Elle nous a confié avoir mis beaucoup de temps et effectué plusieurs recherches
pour trouver le bon matériau.
Son choix s'est arrêté sur des panneaux de bois composite en lattes étroites
posées à la verticale qui rappellent les planches de cèdre utilisées à l'origine
de la maison.
Écoutez
À l'arrière, une nouvelle terrasse avec pergola intégrée a été construite. La brique d'origine a été conservée là aussi . Le grand mur donnant sur la terrasse est paré de planches verticales noires.
faire des choix
Nous avons demandé à Émilie si elle était satisfaite des transformations.
«ma maison, je l'aime»
Écoutez
Par ailleurs, elle nous a mentionné qu'en rétrospective, elle aurait aimé
bénéficier d'un certain accompagnement. Selon ce qu'elle nous a dit, son
architecte n'a pas vraiment participé à la conception. Son rôle s'est résumé à
produire les plans à partir des idées qu'elle lui soumettait et s'assurer que le
projet respectait les normes et règlements.
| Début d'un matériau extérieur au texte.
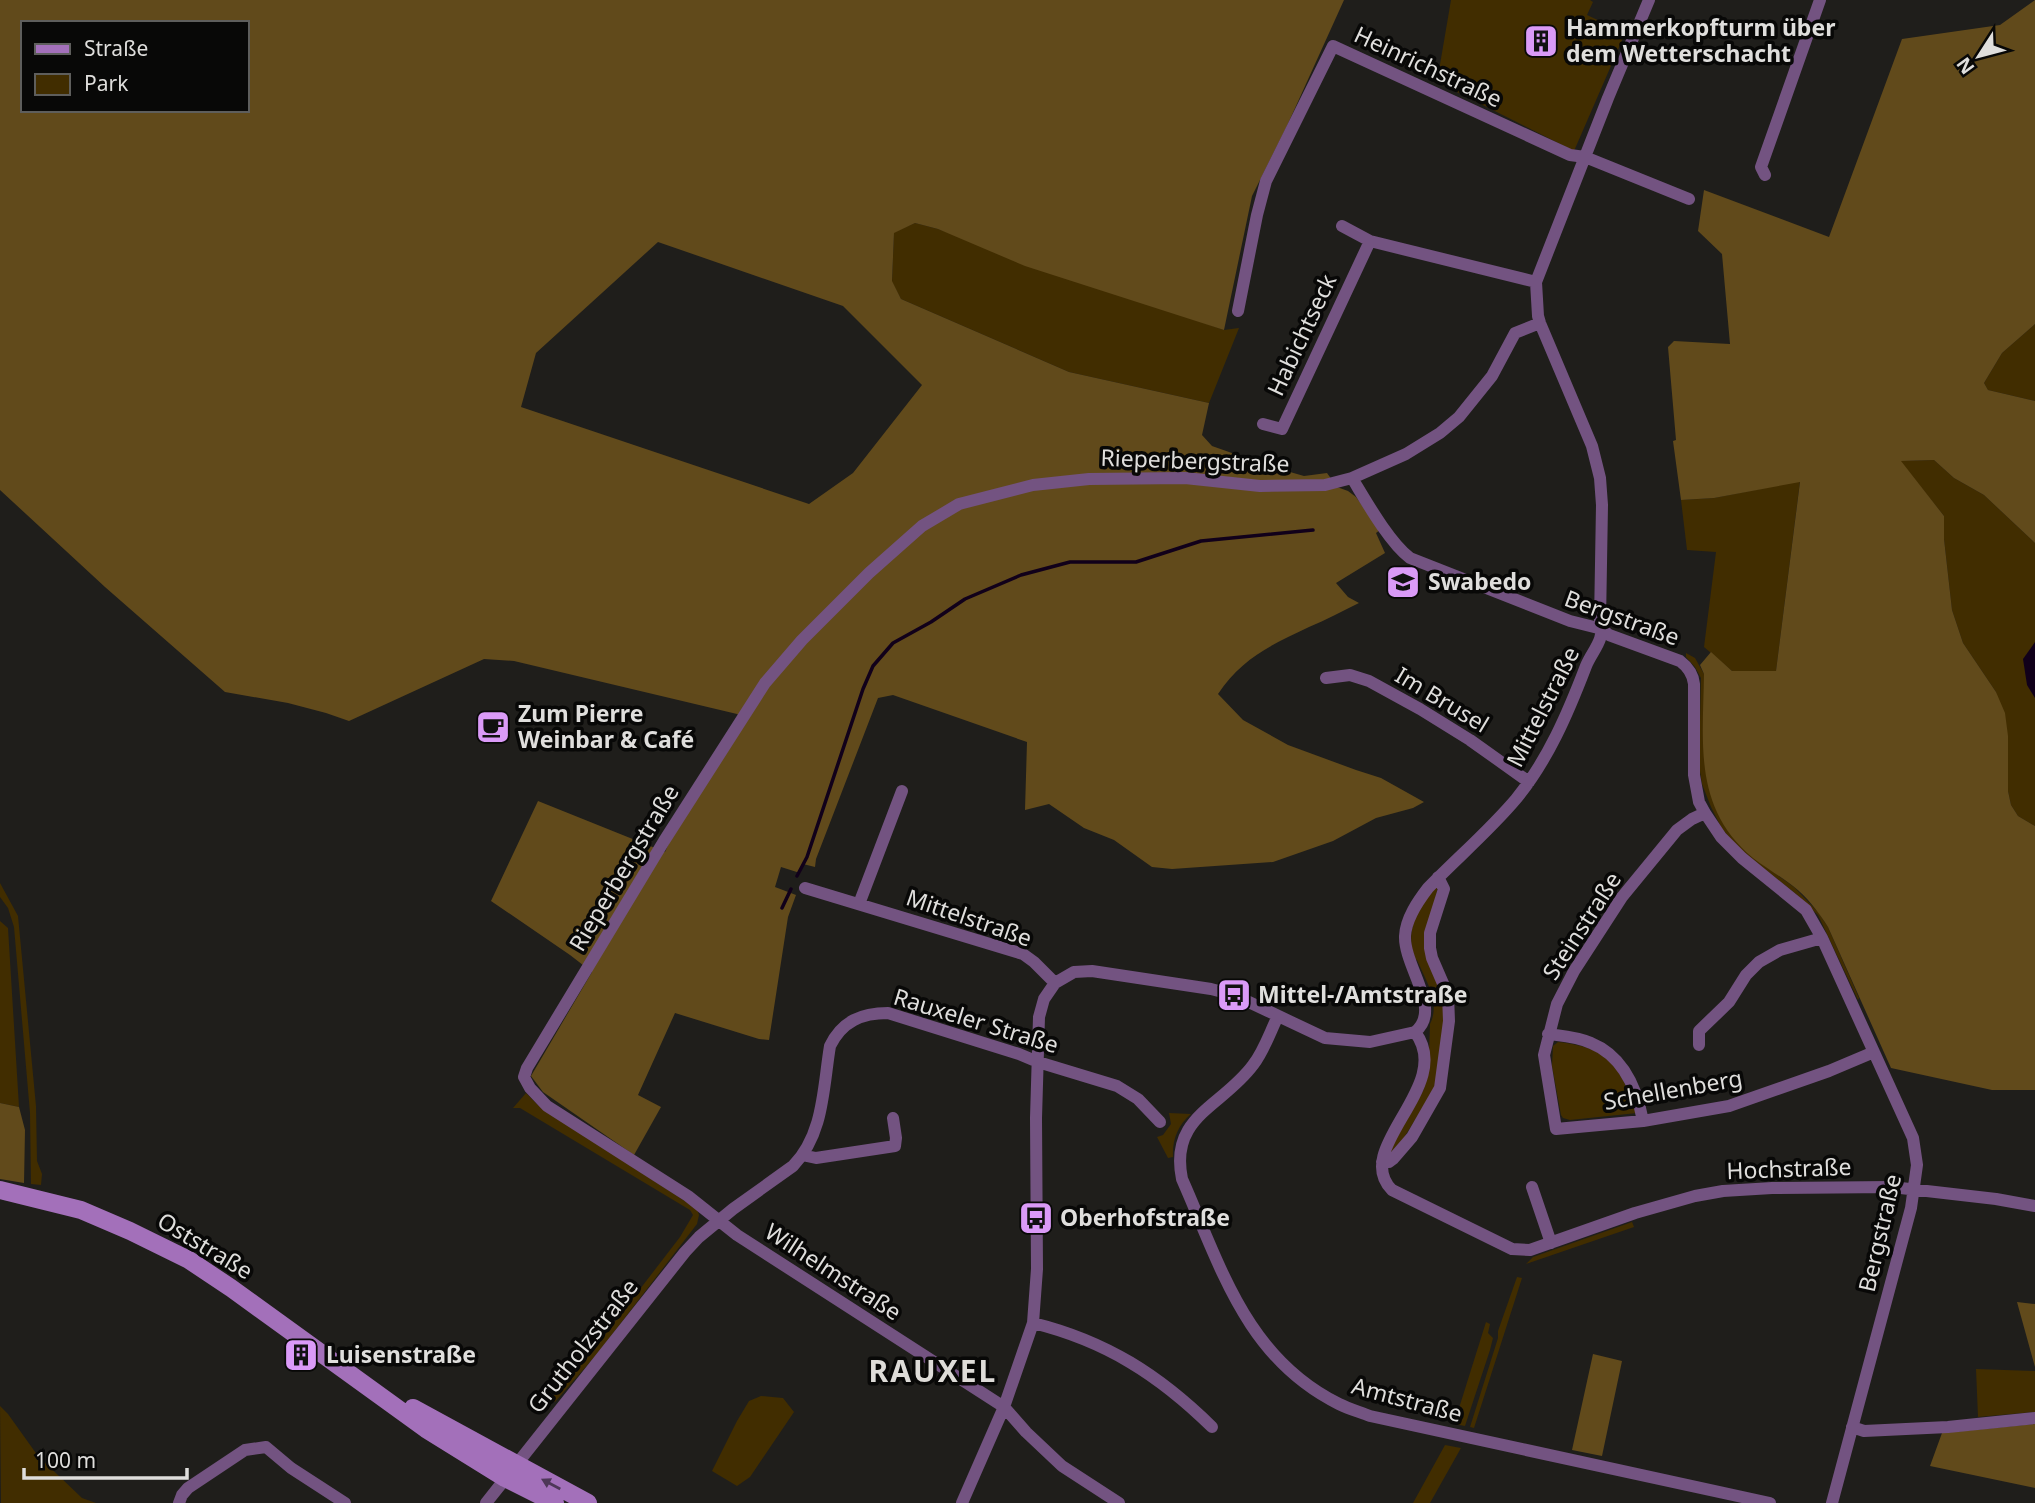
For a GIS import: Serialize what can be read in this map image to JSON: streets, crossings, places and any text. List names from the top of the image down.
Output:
{
  "streets": {
    "main road": ["Oststraße"],
    "street": [
      "Heinrichstraße",
      "Habichtseck",
      "Rieperbergstraße",
      "Bergstraße",
      "Im Brusel",
      "Mittelstraße",
      "Steinstraße",
      "Rauxeler Straße",
      "Schellenberg",
      "Hochstraße",
      "Wilhelmstraße",
      "Grutholzstraße",
      "Amtstraße"
    ]
  },
  "crossings": [
    ["Rieperbergstraße", "Bergstraße"],
    ["Rieperbergstraße", "Mittelstraße"],
    ["Rieperbergstraße", "Wilhelmstraße"],
    ["Bergstraße", "Mittelstraße"],
    ["Bergstraße", "Steinstraße"],
    ["Bergstraße", "Schellenberg"],
    ["Bergstraße", "Hochstraße"],
    ["Im Brusel", "Mittelstraße"],
    ["Steinstraße", "Schellenberg"],
    ["Rauxeler Straße", "Wilhelmstraße"],
    ["Rauxeler Straße", "Grutholzstraße"],
    ["Oststraße", "Grutholzstraße"],
    ["Wilhelmstraße", "Grutholzstraße"]
  ],
  "districts": ["RAUXEL"],
  "places": {
    "building": ["Hammerkopfturm über dem Wetterschacht", "Luisenstraße"],
    "school or university": ["Swabedo"],
    "cafe": ["Zum Pierre Weinbar & Café"],
    "bus stop": ["Mittel-/Amtstraße", "Oberhofstraße"]
  },
  "legend": ["Straße", "Park"],
  "scale_bar": "100 m",
  "north": "bottom left"
}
Avoir accès à plus de documentation, lui aurait permis, dit-elle, de se
rapprocher encore plus des caractéristiques d'origine de la maison.
Par exemple, ce n'est qu'une fois les travaux terminés qu'elle a pris
connaissance des images de la maison de Jean-Guy publiées dans le groupe
Facebook
Le Boucherville des bungalows de 1950 à 1970.
Elle nous a dit que la grande fenêtre de la façade avant aurait peut-être été
différente.
Écoutez

laisser des traces
C’était en 2022, Jean-Guy et sa fille Martine visitaient la maison qui avait bien
changé.
On peut imaginer qu’à mesure qu’il explorait les pièces plusieurs pensées lui venaient.
Des souvenirs de moments passés dans cette maison devaient sans doute resurgir .
Ce retour lui permit peut-être de prendre conscience que, même si les murs
avaient changé de propriétaire, les souvenirs et les émotions étaient à jamais
ancrés dans ces lieux qui avaient été son chez-soi.
Émilie nous a dit qu'un moment en particulier avait été très touchant.
Laissons-la nous raconté la scène.
rénovation, nom féminin.
Action d’apporter des transformations à quelque chose pour l’améliorer.
Usito. Le
Dictionnaire
Oui mais,
comment déterminer si la rénovation a amené une amélioration?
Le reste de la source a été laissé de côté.